Wherever the string "Saved" appears in the entries below, return the line that holds it.

(RECORDS FOR THIS EXERCISE)

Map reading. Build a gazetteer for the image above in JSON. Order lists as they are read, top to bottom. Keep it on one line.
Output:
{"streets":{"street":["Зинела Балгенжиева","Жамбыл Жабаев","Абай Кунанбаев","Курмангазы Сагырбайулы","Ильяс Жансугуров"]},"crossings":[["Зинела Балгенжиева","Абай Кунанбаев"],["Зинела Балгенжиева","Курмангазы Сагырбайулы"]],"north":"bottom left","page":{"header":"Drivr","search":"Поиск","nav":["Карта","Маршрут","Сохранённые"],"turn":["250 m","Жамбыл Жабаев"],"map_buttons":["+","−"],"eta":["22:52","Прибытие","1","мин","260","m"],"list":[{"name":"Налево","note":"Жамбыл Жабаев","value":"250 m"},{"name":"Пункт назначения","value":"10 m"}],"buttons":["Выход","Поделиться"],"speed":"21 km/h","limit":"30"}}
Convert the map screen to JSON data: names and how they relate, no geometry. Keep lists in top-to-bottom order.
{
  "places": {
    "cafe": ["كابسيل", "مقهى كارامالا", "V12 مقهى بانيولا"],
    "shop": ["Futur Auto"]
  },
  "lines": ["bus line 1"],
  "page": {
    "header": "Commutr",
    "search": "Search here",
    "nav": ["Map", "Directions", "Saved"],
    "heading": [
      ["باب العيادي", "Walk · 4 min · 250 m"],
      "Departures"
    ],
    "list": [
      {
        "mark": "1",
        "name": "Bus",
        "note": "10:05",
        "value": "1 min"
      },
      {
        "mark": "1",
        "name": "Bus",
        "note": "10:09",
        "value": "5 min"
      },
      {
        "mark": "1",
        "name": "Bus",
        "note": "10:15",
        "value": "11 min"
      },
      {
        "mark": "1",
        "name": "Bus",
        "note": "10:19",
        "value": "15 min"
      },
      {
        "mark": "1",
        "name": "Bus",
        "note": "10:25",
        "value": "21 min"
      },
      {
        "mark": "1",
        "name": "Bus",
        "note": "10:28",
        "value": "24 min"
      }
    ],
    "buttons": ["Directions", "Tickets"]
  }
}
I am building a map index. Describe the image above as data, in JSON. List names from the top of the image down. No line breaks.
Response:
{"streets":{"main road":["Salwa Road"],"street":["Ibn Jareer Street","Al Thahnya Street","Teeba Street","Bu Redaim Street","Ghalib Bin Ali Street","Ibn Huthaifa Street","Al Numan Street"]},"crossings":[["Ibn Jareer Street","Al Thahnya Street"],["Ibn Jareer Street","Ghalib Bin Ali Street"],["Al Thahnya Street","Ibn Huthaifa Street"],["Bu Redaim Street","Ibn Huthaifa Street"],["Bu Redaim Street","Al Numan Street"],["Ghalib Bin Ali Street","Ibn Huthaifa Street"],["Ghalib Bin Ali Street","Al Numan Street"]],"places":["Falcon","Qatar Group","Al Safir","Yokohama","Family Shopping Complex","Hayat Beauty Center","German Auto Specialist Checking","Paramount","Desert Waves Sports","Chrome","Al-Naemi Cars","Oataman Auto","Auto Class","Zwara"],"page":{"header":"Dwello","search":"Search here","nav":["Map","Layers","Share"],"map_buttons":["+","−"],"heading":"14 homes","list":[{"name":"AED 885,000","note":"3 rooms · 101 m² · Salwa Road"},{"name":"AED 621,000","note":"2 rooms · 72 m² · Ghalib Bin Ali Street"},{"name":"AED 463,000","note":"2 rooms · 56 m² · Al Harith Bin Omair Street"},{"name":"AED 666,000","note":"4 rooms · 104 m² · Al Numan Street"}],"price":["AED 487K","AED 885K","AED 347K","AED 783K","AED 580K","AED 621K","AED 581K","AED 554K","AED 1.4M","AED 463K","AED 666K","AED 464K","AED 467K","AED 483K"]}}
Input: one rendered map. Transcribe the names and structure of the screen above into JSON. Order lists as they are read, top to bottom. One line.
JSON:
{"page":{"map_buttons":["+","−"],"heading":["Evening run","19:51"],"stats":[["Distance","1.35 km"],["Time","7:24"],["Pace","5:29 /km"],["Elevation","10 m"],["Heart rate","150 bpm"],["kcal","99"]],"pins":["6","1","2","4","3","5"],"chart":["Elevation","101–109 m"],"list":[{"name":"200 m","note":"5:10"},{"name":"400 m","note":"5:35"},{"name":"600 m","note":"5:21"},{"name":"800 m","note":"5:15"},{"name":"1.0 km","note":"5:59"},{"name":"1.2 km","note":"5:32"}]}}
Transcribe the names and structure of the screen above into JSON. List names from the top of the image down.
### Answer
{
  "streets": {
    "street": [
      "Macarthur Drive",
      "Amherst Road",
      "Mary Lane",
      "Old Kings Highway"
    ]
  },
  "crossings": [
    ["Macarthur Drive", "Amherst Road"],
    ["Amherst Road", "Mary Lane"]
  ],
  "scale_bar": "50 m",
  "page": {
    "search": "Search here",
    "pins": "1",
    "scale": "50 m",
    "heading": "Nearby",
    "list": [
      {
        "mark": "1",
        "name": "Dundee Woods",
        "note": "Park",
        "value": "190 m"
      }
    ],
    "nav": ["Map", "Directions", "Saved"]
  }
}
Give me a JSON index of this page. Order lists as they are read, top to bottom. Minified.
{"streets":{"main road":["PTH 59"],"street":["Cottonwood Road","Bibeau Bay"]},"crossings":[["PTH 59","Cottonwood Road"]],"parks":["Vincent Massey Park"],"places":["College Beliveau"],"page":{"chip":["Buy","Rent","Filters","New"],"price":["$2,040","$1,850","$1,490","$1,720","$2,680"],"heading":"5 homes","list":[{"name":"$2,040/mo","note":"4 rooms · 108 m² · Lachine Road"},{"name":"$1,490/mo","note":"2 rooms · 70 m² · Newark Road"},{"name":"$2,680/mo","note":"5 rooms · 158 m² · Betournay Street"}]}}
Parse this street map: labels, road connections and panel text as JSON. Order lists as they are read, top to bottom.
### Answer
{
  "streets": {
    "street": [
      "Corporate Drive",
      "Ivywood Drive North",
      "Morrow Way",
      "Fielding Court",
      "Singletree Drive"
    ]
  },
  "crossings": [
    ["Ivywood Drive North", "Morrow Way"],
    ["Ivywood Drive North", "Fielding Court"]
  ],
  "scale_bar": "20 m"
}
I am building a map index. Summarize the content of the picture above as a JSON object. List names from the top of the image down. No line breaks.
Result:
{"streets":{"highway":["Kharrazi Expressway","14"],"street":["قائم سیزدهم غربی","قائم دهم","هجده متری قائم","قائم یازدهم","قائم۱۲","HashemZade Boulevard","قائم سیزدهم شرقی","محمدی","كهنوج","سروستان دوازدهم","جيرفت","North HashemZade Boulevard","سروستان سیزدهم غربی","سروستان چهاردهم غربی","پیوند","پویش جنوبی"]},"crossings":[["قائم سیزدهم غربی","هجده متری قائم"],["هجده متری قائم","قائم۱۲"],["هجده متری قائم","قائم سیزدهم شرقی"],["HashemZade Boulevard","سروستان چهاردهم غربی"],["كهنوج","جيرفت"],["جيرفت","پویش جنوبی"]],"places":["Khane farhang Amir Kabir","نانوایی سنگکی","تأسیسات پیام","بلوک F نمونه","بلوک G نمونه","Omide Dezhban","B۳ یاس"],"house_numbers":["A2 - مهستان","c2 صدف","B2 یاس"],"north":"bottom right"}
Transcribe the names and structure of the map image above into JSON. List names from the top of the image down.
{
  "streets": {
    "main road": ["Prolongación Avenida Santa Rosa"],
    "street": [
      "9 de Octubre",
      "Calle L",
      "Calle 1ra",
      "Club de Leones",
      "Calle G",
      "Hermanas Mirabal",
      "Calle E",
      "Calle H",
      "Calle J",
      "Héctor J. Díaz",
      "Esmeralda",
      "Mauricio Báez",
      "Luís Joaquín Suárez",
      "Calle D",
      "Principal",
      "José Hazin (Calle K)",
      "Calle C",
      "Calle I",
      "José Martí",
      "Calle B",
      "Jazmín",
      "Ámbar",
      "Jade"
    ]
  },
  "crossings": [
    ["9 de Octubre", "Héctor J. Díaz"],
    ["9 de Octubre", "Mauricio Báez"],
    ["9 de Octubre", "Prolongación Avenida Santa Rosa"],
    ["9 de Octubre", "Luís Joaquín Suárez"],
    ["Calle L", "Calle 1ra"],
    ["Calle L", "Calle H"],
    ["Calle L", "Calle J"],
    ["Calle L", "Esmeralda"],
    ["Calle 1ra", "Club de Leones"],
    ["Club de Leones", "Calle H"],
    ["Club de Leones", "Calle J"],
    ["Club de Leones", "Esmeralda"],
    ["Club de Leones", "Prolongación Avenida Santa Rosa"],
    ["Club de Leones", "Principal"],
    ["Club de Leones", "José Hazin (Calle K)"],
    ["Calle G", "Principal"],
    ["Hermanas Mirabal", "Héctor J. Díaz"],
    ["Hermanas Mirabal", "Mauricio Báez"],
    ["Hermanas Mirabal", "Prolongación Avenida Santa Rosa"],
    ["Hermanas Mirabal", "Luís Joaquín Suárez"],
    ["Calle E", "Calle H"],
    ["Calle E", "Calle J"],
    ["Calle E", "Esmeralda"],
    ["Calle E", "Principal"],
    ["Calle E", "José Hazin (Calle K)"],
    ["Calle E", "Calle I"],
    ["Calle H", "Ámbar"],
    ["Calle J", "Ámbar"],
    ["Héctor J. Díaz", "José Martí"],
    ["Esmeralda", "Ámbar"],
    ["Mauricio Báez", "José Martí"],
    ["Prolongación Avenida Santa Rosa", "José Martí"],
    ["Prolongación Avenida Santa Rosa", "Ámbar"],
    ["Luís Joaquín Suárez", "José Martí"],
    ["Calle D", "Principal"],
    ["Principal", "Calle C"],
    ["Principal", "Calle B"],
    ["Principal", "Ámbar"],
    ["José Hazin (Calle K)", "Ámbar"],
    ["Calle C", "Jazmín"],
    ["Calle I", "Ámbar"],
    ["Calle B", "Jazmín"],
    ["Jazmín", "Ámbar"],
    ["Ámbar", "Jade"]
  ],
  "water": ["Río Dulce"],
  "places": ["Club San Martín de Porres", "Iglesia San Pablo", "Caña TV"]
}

(End RECORDS FOR THIS EXERCISE)

EXERCISE RESPONSE:
    "nav": ["Map", "Directions", "Saved"],
    "nav": ["Map", "Directions", "Saved"]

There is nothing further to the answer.